*** Opening PROVIDED RECORDS ***

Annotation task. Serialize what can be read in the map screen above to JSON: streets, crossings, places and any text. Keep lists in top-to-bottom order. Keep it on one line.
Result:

*** Closing PROVIDED RECORDS ***
*** Opening PROVIDED RECORDS ***

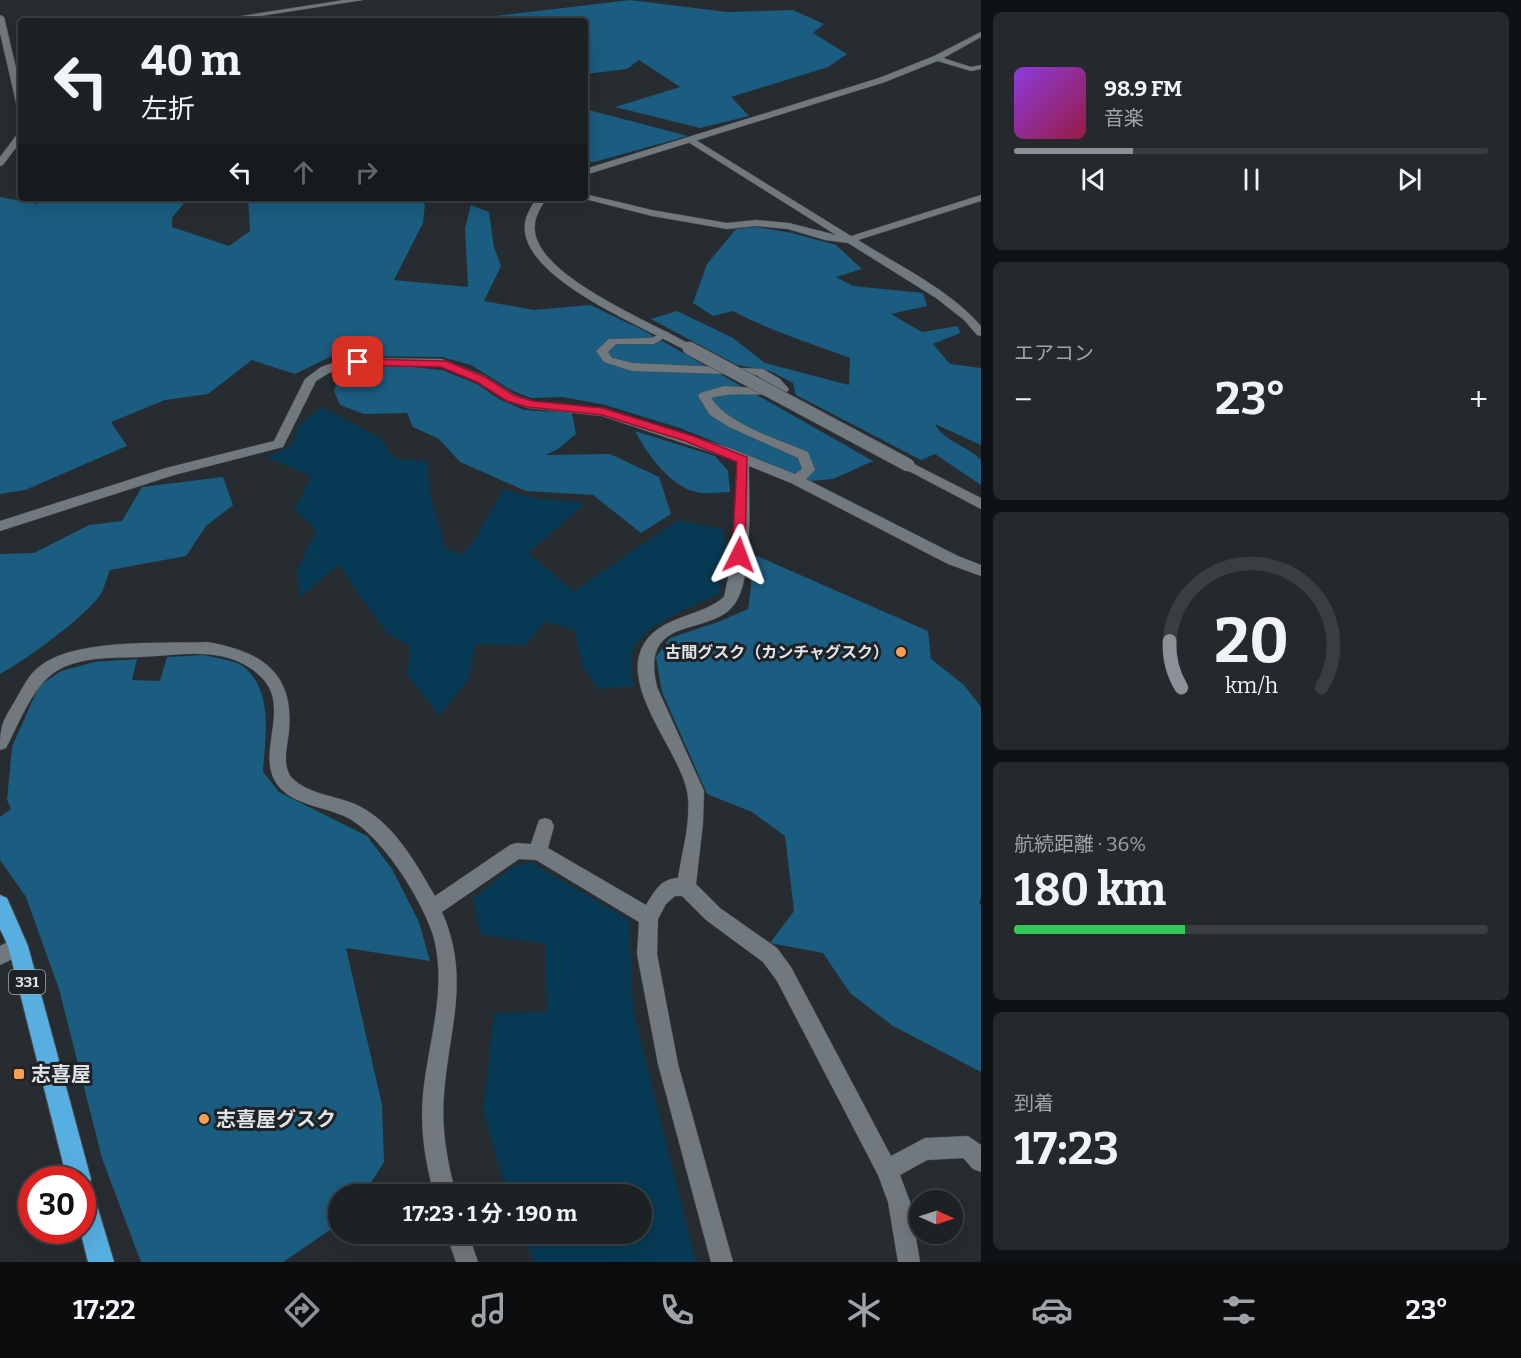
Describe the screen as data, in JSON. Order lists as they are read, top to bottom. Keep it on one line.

*** Closing PROVIDED RECORDS ***

Take every line from the data above that holds "Keep" and copy it out.

Annotation task. Serialize what can be read in the map screen above to JSON: streets, crossings, places and any text. Keep lists in top-to-bottom order. Keep it on one line.
Describe the screen as data, in JSON. Order lists as they are read, top to bottom. Keep it on one line.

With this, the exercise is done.